(Stored items)
§
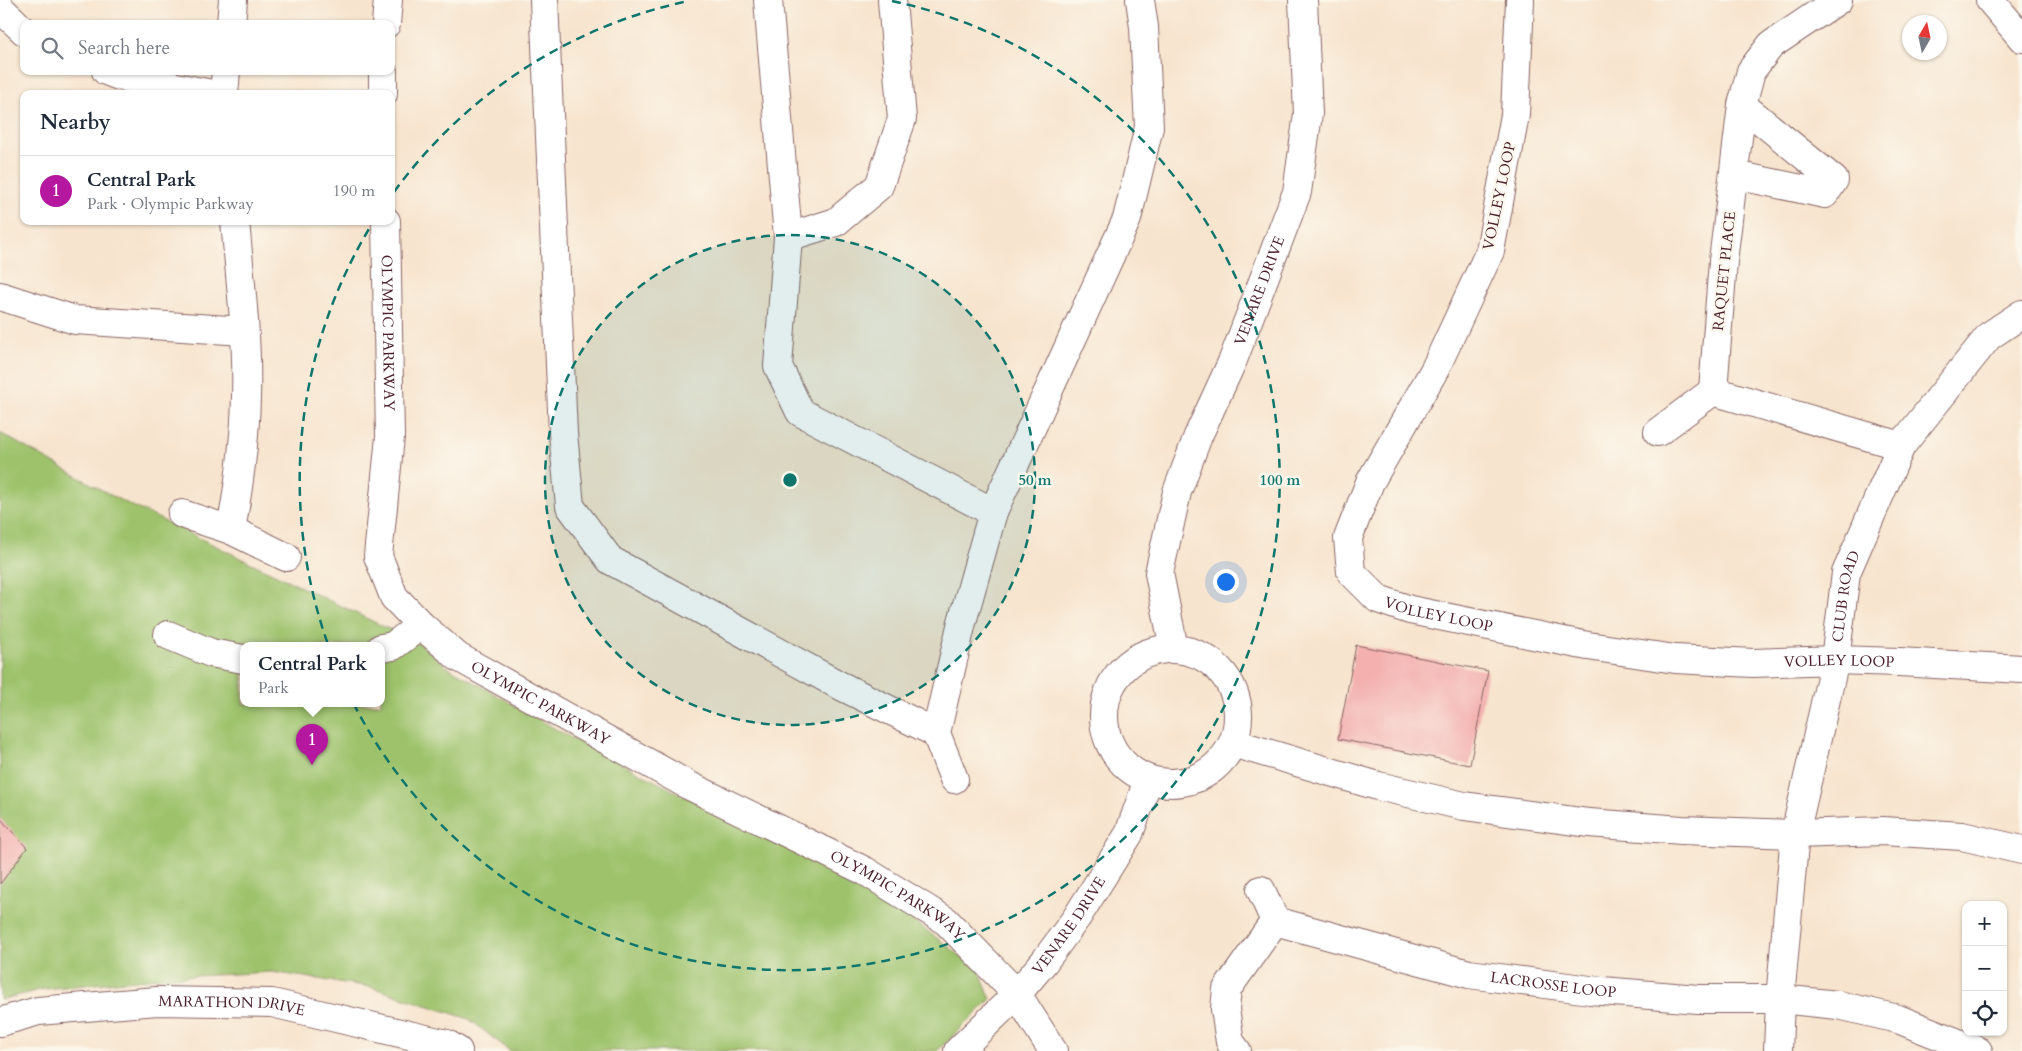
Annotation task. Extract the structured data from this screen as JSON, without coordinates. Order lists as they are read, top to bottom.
{
  "streets": {
    "street": [
      "VOLLEY LOOP",
      "RAQUET PLACE",
      "VENARE DRIVE",
      "OLYMPIC PARKWAY",
      "CLUB ROAD",
      "LACROSSE LOOP",
      "MARATHON DRIVE"
    ]
  },
  "crossings": [
    ["VOLLEY LOOP", "CLUB ROAD"],
    ["VENARE DRIVE", "OLYMPIC PARKWAY"],
    ["CLUB ROAD", "LACROSSE LOOP"]
  ],
  "north": "top",
  "page": {
    "search": "Search here",
    "heading": "Nearby",
    "list": [
      {
        "mark": "1",
        "name": "Central Park",
        "note": "Park · Olympic Parkway",
        "value": "190 m"
      }
    ],
    "popup": ["Central Park", "Park"],
    "pins": "1",
    "map_buttons": ["+", "−"]
  },
  "rings": ["50 m", "100 m"]
}
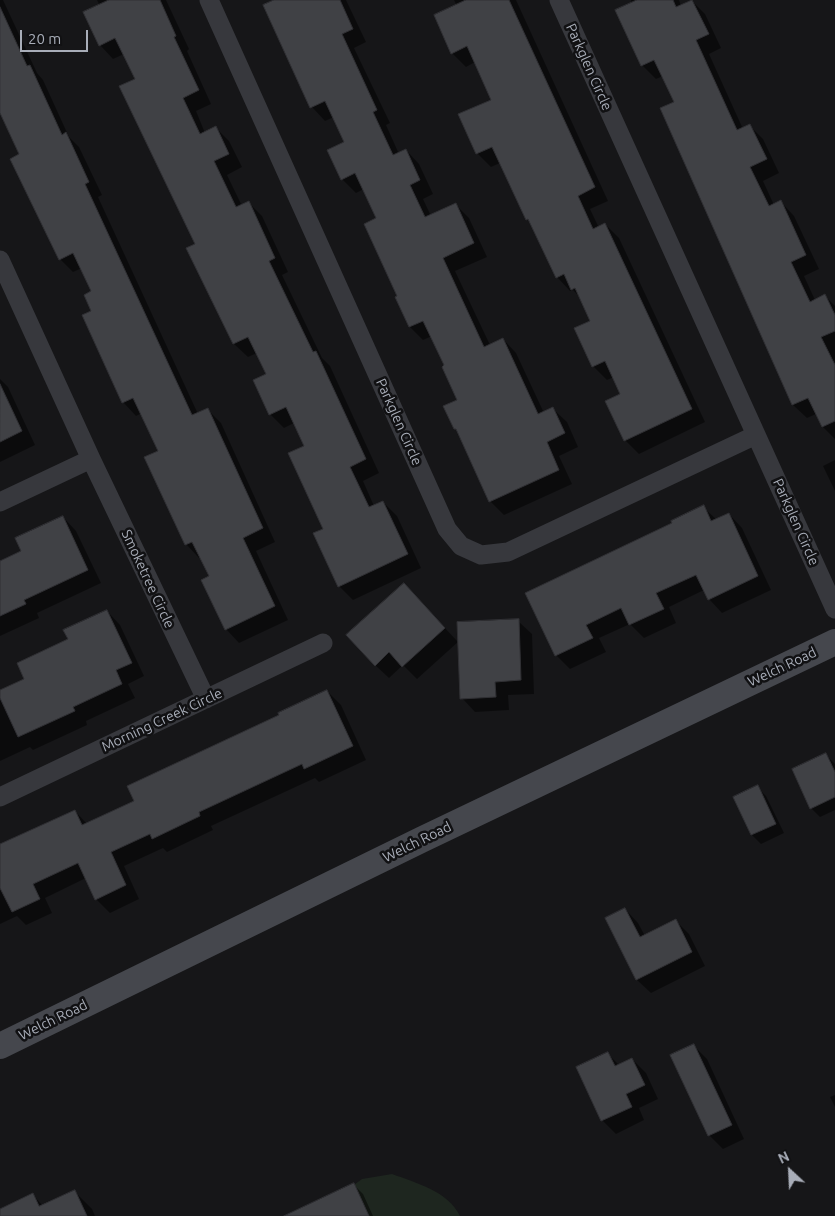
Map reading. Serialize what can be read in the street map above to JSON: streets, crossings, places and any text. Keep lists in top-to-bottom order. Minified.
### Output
{"streets":{"main road":["Welch Road"],"street":["Parkglen Circle","Smoketree Circle","Morning Creek Circle"]},"crossings":[["Smoketree Circle","Morning Creek Circle"]],"scale_bar":"20 m","north":"top left"}
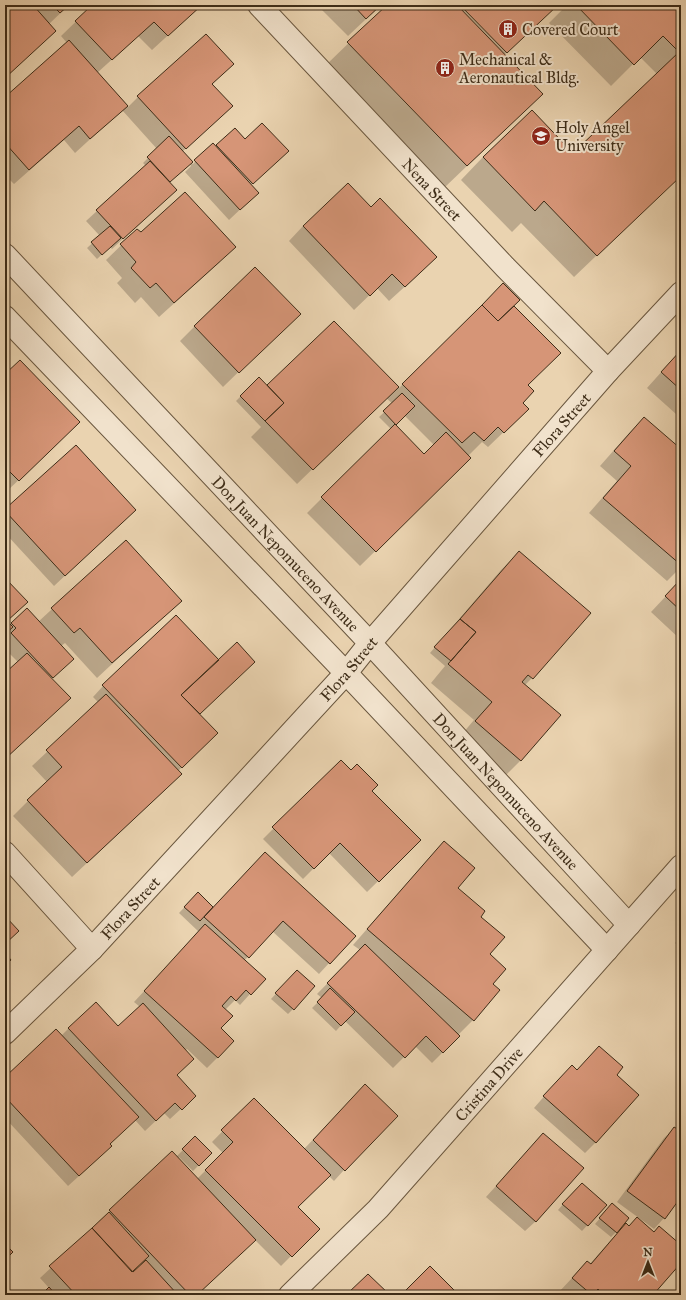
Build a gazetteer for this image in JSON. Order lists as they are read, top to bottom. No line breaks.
§
■ Exercise directions ■
Give back the records word for word, without their pictures.

■ Reply to the task ■
Annotation task. Extract the structured data from this screen as JSON, without coordinates. Order lists as they are read, top to bottom.
{
  "streets": {
    "street": [
      "VOLLEY LOOP",
      "RAQUET PLACE",
      "VENARE DRIVE",
      "OLYMPIC PARKWAY",
      "CLUB ROAD",
      "LACROSSE LOOP",
      "MARATHON DRIVE"
    ]
  },
  "crossings": [
    ["VOLLEY LOOP", "CLUB ROAD"],
    ["VENARE DRIVE", "OLYMPIC PARKWAY"],
    ["CLUB ROAD", "LACROSSE LOOP"]
  ],
  "north": "top",
  "page": {
    "search": "Search here",
    "heading": "Nearby",
    "list": [
      {
        "mark": "1",
        "name": "Central Park",
        "note": "Park · Olympic Parkway",
        "value": "190 m"
      }
    ],
    "popup": ["Central Park", "Park"],
    "pins": "1",
    "map_buttons": ["+", "−"]
  },
  "rings": ["50 m", "100 m"]
}
Map reading. Serialize what can be read in the street map above to JSON: streets, crossings, places and any text. Keep lists in top-to-bottom order. Minified.
### Output
{"streets":{"main road":["Welch Road"],"street":["Parkglen Circle","Smoketree Circle","Morning Creek Circle"]},"crossings":[["Smoketree Circle","Morning Creek Circle"]],"scale_bar":"20 m","north":"top left"}
Build a gazetteer for this image in JSON. Order lists as they are read, top to bottom. No line breaks.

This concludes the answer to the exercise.